:: About this exercise ::
All that is wanted is how many lines in the records below include the string "rooms".

[Opening Given information section]

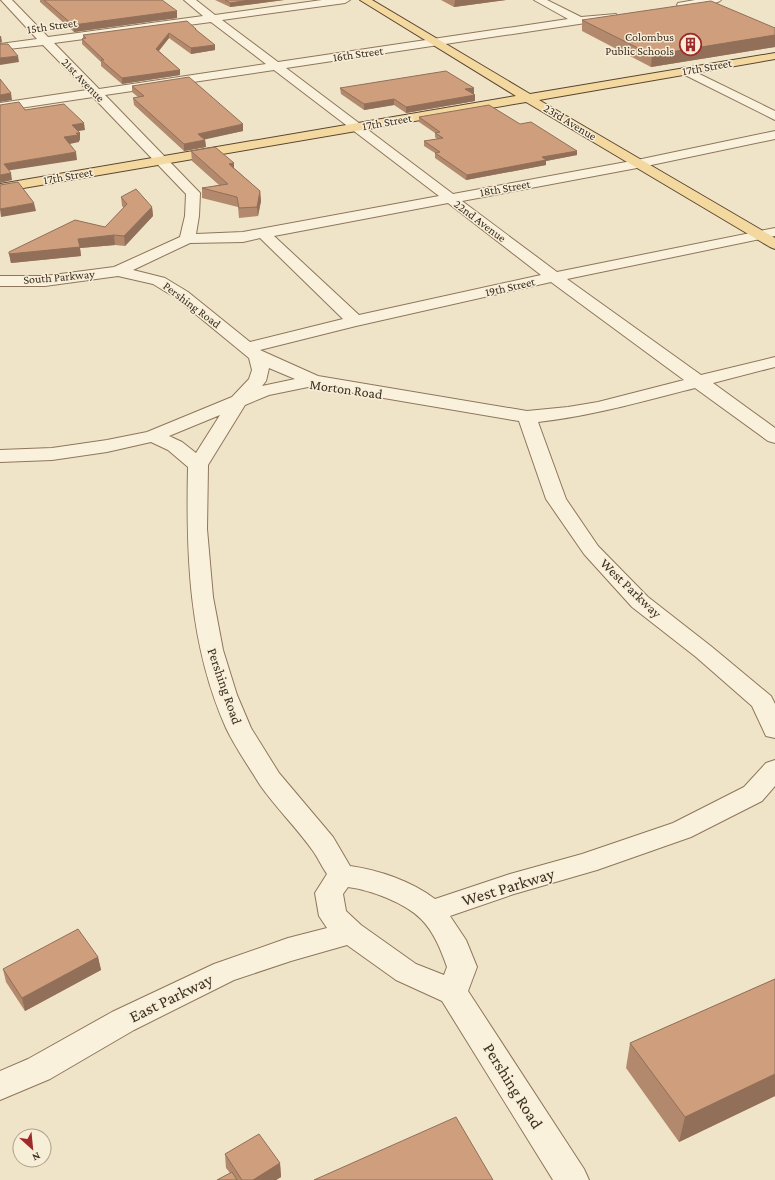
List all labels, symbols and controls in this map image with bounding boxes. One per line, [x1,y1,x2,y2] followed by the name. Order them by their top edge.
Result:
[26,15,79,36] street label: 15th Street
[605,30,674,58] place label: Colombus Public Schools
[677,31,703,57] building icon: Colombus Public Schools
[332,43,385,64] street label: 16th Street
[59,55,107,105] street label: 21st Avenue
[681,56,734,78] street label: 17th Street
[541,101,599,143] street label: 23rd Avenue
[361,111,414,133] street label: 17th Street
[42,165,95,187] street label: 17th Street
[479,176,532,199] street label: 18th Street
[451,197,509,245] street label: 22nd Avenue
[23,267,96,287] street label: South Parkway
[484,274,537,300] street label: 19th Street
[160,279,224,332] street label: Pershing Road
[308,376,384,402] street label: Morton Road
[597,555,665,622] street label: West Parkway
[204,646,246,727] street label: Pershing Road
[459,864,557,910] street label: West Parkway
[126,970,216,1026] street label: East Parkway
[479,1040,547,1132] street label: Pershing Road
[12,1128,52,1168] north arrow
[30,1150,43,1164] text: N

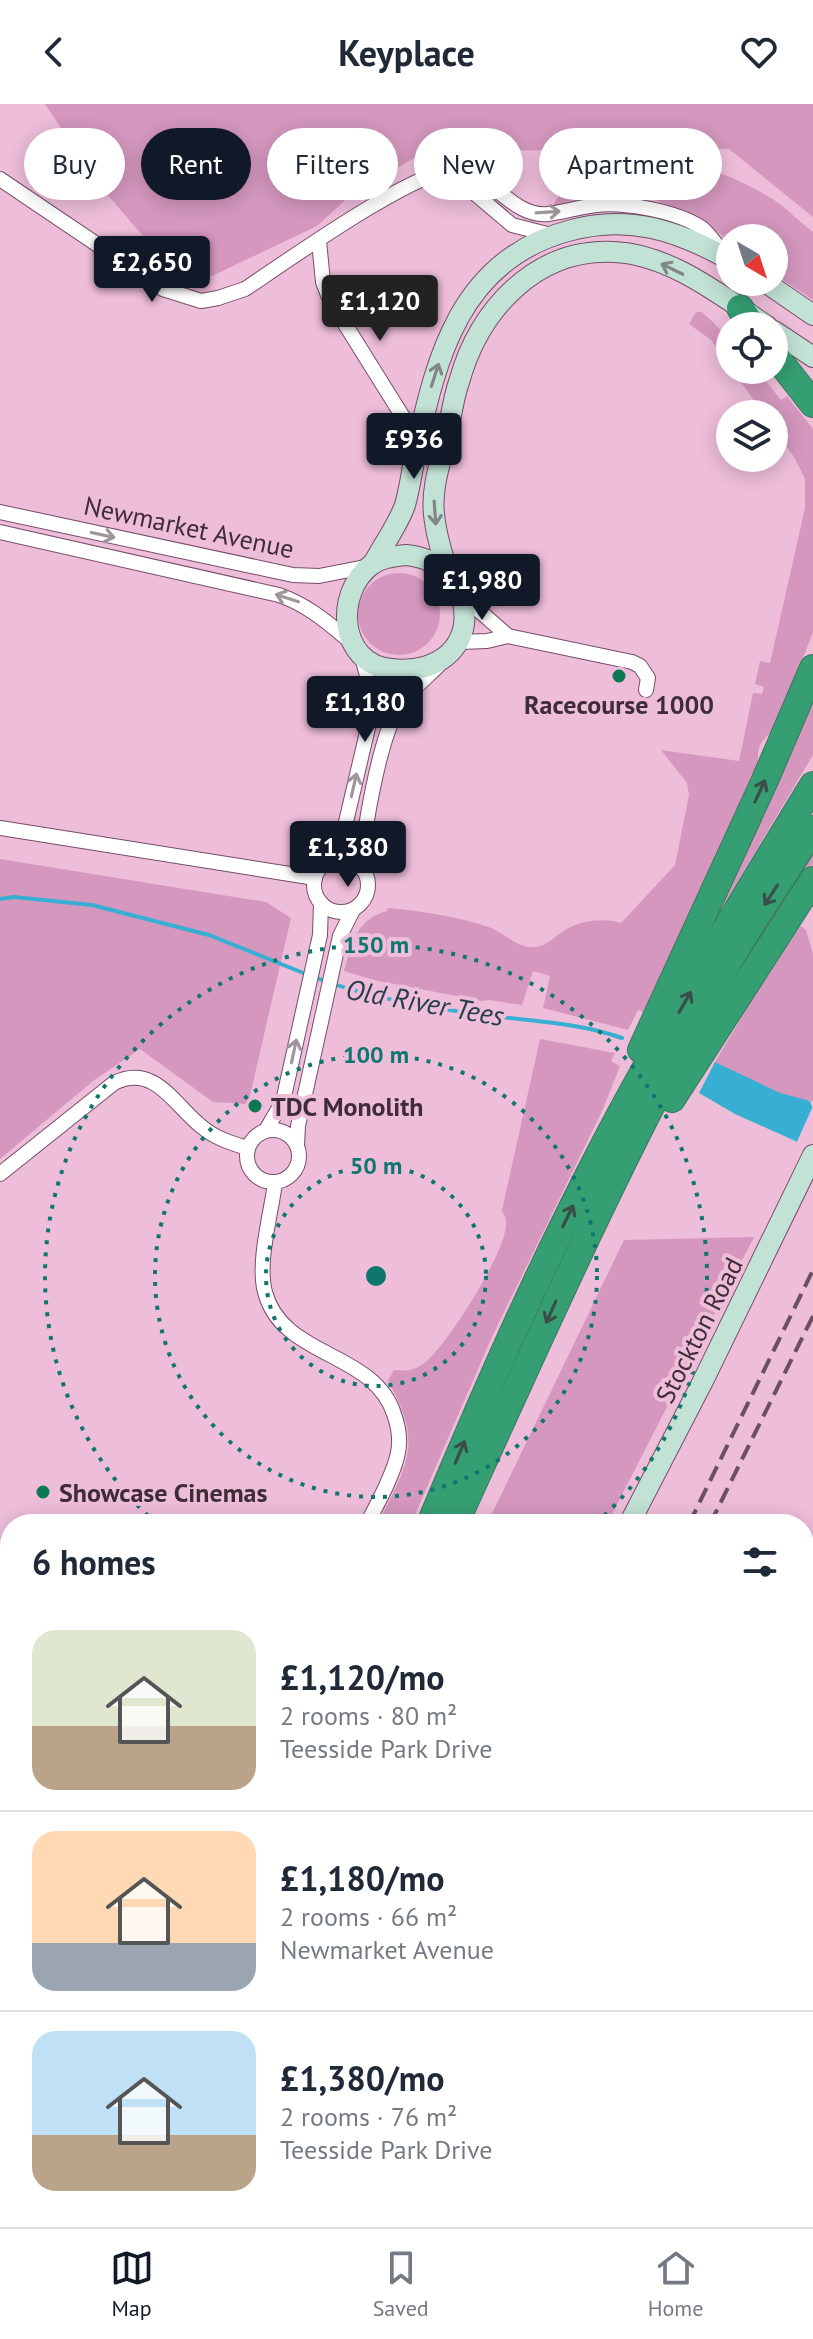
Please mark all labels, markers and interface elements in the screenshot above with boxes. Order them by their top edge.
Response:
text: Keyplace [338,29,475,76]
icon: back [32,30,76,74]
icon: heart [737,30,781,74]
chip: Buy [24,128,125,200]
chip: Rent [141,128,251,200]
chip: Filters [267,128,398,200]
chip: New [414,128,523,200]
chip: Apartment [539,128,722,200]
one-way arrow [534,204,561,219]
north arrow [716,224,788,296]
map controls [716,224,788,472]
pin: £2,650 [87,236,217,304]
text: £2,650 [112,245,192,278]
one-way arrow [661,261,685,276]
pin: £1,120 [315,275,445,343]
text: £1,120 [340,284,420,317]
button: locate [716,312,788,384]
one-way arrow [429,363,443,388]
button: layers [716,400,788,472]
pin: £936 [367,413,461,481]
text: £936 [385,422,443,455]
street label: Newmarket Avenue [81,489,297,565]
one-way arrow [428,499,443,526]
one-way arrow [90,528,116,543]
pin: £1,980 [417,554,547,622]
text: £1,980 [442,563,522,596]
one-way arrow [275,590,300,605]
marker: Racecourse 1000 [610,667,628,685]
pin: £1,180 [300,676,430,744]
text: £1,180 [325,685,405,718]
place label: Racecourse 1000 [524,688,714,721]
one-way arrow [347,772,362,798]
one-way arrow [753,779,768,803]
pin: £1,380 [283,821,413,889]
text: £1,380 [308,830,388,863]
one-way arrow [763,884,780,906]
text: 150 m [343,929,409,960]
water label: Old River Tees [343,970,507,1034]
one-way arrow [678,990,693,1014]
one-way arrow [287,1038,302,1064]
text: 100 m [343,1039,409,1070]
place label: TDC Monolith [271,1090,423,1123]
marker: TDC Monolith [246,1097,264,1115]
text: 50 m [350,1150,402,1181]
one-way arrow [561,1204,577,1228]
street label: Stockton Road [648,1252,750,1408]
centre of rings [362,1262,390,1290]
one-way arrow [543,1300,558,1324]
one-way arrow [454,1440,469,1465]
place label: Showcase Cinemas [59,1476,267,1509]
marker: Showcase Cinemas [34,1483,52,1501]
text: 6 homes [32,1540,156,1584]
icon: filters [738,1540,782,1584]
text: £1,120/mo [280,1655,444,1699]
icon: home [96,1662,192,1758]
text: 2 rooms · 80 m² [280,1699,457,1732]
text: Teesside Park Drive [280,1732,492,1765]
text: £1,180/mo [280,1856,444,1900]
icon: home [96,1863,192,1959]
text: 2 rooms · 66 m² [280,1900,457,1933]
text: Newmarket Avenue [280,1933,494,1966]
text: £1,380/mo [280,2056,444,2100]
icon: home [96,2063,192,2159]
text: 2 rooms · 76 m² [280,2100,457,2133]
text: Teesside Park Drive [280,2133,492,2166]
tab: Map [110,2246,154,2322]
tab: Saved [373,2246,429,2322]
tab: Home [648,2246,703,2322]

[Closing Given information section]

:: Written reply ::
3